Say good-morning to Mr and Mrs Hungover

20 Sep


Those dry Martinis did the work for me:

Last night at twelve I felt immense,

Today I fee like thirty cents.

My eyes are blurred, my coppers hot,

I’ll try to eat, but I cannot.

It is no time for mirth and laughter,

The cold, grey dawn of the morning after.

George Ade, The Sultan of Sulu, 1903.

You haven’t slept long enough but you can’t lay there in this sweat filled agony any longer. You must get up and beeline for the tap to re-hydrate fast and then fresh air to gather your thoughts.

Your brain has returned, however it is arguing with your body in a bad way. Why oh why did you have that many drinks last night. Why does it feel like you were squeezing your head in a vice all night? It was only liquid you were drinking wasn’t it? Not cement!

Bottle of trouble

Well it may have been just liquid but depending on your weapon of choice you may be experiencing a worse hangover than your neighbour. Research has shown drinks that contain congeners (bi-product of alcohol preparation), like tequila, wine and whisky will hit you in the face harder the next morning than say vodka, gin and rum that do not have these congeners. (Goldberg & Damrau 1971, Pawan 1973 & Wiese et al. 2000)

So when that person comes around yelling “Tequila Time!!! No excuses”. Just say “listen I would love to but I’m allergic to the congeners in the tequila”. Drunk and confused Tommy Tequila will move on to the next victim.

But what does this word hangover really mean? The fancy name for hangover is veisalgia. The first part veis, coming from the Norwegian word kveis, which means the “uneasiness that follows debauchery” and the second part algia which in Greek translates to “pain”.

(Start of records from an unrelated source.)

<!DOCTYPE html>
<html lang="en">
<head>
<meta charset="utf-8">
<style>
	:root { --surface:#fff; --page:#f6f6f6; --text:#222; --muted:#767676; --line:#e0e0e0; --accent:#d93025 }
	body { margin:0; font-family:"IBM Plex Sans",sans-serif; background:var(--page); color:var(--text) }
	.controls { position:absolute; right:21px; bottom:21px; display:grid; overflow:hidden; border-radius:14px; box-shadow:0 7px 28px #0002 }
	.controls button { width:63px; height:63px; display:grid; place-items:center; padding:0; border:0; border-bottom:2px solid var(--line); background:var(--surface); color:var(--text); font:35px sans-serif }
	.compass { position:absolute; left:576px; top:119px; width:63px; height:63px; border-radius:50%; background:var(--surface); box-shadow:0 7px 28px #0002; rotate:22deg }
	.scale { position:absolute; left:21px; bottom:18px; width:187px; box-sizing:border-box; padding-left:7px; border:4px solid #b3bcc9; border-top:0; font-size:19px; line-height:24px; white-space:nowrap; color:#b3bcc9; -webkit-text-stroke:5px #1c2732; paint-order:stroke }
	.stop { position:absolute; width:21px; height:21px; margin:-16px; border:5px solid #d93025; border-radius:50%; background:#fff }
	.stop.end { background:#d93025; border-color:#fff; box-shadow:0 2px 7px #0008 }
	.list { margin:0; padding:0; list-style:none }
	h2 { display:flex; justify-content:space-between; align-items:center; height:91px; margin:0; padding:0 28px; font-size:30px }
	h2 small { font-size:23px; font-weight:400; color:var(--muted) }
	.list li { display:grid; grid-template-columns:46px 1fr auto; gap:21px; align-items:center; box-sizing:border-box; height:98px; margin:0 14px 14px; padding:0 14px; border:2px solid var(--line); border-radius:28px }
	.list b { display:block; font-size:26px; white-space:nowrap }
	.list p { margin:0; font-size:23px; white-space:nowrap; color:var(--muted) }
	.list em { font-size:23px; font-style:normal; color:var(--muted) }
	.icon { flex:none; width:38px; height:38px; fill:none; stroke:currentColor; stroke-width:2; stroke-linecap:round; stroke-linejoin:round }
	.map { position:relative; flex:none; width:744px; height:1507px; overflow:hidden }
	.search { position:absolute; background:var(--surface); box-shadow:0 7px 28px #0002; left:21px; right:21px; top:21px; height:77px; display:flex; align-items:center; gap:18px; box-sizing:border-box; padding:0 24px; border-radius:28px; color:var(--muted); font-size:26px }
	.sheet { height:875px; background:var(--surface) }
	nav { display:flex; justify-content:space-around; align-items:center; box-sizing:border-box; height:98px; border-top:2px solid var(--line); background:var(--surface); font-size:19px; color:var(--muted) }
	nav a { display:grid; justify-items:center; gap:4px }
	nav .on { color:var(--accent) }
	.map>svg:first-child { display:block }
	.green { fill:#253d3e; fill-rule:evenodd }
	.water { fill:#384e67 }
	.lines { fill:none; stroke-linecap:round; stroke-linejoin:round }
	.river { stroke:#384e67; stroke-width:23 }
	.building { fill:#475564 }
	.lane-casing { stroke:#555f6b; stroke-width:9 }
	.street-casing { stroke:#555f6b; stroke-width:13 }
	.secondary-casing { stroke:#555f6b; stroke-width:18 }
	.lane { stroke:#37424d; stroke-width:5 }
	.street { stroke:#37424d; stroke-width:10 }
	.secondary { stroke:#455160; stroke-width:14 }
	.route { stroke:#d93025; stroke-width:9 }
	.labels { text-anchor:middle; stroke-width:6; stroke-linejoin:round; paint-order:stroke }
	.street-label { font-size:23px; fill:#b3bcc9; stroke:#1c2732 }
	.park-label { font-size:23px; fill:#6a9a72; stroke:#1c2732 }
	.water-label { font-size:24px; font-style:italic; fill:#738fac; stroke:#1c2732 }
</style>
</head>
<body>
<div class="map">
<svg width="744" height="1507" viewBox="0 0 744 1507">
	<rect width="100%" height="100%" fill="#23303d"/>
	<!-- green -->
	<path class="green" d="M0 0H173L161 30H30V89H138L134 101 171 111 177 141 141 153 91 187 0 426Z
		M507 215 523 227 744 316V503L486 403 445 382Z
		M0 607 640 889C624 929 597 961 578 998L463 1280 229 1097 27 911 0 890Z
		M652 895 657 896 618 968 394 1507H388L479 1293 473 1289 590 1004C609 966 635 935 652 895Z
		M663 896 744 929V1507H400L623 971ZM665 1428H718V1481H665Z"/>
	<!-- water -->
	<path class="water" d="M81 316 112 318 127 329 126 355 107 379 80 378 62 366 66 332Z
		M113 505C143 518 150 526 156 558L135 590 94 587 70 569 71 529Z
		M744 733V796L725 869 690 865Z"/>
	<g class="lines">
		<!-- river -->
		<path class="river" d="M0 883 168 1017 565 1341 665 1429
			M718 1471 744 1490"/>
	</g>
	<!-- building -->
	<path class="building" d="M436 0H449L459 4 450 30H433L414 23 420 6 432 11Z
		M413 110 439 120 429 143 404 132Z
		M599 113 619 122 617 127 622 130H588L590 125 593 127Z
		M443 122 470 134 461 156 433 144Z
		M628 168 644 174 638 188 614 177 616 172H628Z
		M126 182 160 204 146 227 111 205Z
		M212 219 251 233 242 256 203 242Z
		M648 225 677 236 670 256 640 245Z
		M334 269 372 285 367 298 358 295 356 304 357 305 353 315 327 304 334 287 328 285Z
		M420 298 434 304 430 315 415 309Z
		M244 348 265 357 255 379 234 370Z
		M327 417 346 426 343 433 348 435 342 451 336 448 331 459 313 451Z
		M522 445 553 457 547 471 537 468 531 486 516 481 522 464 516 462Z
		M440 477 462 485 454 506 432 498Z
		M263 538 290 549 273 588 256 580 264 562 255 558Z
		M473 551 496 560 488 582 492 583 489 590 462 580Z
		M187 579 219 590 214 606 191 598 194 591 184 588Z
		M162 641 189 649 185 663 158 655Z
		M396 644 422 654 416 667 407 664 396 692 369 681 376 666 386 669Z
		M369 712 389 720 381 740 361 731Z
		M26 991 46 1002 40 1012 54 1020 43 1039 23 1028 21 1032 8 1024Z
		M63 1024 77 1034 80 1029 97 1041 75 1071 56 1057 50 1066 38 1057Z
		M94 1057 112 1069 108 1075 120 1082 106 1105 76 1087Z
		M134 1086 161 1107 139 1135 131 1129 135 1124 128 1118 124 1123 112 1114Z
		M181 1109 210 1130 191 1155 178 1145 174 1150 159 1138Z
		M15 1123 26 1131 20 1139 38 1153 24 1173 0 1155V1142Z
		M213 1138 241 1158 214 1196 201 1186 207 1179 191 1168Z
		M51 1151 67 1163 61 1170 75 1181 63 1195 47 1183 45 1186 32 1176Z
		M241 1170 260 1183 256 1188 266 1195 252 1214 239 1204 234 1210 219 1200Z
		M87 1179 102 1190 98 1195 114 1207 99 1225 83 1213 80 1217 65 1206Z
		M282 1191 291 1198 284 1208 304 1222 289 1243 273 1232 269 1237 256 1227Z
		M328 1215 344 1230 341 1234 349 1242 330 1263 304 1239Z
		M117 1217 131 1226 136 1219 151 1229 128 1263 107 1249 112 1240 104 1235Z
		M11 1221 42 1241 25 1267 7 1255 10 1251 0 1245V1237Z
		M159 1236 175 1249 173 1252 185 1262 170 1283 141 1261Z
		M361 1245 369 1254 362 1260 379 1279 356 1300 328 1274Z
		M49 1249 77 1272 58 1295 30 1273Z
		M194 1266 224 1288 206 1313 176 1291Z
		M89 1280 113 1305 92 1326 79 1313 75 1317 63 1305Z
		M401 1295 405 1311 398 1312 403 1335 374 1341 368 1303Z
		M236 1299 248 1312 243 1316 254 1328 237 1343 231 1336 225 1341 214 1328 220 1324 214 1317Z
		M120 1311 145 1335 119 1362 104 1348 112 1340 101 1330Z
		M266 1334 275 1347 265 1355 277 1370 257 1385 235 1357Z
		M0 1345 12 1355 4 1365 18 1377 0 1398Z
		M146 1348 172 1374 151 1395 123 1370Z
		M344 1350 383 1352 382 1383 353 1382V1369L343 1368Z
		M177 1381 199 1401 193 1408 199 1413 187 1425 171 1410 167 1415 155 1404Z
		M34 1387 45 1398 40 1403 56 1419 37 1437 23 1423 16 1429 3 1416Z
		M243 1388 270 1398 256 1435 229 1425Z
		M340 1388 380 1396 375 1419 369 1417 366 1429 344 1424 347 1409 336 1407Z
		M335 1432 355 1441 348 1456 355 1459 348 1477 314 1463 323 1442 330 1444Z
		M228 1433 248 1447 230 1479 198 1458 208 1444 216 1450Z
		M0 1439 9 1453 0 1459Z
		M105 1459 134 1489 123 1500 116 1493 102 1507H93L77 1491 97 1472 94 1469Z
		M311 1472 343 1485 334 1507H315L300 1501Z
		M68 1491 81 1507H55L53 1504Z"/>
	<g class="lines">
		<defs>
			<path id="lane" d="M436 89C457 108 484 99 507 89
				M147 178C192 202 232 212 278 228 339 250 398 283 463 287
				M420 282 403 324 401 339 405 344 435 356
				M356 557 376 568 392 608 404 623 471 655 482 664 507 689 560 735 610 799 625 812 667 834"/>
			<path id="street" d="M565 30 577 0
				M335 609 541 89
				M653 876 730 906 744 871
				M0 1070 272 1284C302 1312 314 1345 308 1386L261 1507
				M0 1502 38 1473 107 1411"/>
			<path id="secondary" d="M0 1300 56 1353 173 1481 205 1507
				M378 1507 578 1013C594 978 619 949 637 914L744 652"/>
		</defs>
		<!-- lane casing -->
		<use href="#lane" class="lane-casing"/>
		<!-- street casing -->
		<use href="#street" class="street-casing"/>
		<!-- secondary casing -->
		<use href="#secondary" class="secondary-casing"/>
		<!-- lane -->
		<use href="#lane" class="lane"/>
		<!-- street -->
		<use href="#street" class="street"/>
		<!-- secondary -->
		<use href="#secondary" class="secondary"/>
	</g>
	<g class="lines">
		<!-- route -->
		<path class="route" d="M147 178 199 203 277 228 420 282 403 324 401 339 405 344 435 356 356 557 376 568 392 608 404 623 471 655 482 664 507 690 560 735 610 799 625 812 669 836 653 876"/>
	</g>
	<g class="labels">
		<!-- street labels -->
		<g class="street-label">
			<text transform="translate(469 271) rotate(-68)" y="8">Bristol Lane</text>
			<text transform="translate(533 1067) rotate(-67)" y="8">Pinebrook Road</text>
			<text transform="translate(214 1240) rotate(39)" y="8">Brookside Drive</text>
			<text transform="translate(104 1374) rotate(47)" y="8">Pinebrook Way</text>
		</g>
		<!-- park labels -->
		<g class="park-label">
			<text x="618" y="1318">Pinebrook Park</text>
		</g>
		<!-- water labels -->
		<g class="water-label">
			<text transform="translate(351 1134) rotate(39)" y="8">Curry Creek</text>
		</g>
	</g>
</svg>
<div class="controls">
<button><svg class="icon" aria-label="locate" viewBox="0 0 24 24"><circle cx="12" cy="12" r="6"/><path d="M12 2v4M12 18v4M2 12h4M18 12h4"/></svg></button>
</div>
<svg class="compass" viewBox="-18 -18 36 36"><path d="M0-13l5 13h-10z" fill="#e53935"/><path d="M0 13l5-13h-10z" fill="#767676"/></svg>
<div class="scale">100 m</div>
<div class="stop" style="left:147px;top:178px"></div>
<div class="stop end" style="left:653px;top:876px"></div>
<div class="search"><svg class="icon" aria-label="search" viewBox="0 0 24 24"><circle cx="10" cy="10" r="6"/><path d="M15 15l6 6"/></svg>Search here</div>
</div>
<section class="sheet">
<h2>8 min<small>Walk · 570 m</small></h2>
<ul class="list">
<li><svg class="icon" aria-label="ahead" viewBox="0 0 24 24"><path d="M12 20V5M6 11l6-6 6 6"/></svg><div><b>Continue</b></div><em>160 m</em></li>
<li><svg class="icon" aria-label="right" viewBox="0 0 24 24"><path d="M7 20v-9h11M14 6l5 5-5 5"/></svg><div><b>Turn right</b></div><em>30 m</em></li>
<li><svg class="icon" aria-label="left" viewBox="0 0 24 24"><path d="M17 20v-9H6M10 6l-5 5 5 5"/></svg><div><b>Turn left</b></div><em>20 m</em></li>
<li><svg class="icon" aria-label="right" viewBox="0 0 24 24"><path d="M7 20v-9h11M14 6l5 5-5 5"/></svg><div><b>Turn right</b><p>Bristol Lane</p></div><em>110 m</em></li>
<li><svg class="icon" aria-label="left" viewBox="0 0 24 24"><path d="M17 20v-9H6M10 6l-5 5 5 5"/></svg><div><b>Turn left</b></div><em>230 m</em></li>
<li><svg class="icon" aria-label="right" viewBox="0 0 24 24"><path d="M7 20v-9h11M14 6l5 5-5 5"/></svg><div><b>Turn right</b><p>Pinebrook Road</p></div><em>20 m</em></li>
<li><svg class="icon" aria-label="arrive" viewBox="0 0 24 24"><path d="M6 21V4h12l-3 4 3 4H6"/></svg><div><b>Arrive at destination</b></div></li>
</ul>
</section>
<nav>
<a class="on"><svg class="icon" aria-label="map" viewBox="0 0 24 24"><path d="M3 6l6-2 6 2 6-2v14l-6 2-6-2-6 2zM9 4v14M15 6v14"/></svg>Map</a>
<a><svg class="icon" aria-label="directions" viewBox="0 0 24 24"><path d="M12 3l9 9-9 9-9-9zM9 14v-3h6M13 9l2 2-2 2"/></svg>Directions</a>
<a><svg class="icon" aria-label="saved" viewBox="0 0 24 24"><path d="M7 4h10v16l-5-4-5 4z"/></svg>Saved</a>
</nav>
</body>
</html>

So basically the pain of debauchery is our hangover. With symptoms like nausea, vomiting, fatigue, headache, dry throat and more often than not a feeling of confusion, I would say the word veisalgia is an apt title.

Just another insightful interview with a hungover man!


But why do we feel all these terrible things from a few too many drinks? Research done by Weise et al (2000) in a study called The Alcohol Hangover, notes that alcohol much like a virus disrupts our cytokine pathways. Cytokines are the good guys in our body that come from the nervous system and the immune system, defending against the bad guys that are punching at your insides. So when we hit the bottle, the alcohol stuffs up the pathways that send these cytokine around our body. Therefore we lack the Bruce Willis’s and the Van Damme’s travelling through our body and we wake up feeling like absolute crap

As heavy as we feel during a hangover, we seem to take the consequences of one rather lightly. However the common hangover has a bigger detrimental effect than the common cold in the work place.

In Britain, where there is a pub on every corner, it costs the nation close to 3.3 billion pounds per year due to hung-over fools (Verster et al. 2003) who are either not present at work, crying/vomiting in the bathroom, or dreaming about an egg and bacon roll rather than doing any work.

But us Aussies can’t laugh too hard, although our hangover bill is around 3.8 million dollars per year (Verser et al 2003 & Weiss et all 2000), about 600 million dollars under the Brits (3.3pounds = 4.4 Aus. dollars), we are 1/3of the population of Britain, which means the likelihood of drinking within a population is much higher in Australia. Dare I say, maybe WE should lay off the tinnies.

Is there a way to combat this evil hangover, to send it far away?!

Yes!!! Enter BANANA MAN. Some may remember a cartoon called BANANA MAN!!

For those of you who don’t I have supplied a high definition, surround sound clip for your pleasure.

A study done by Wiese et al (2000), that consisted of getting people drunk and finding out the best way to stop them feeling like crap, found that prophylactic vitamin B6 reduced the amount of hangover symptoms by 50%. So you may still have a dry throat but no headache!!! Hoorah!

And where do we get this wonderful vitamin……..BANANAS!!

Yes bananas are rich in B6 and they are a tasty delicious snack. So to fight that hangover remember buy bananas, not only are you doing yourself a favour, you’re doing our Australian farmers a favour by purchasing their bananas and the country’s economy is boosted not only from you buying home grown goods, but also the fact these bananas will render you only mildly ineffective in the workplace the next day compared to the high levels of uselessness that you would be achieving if you were banana-less!.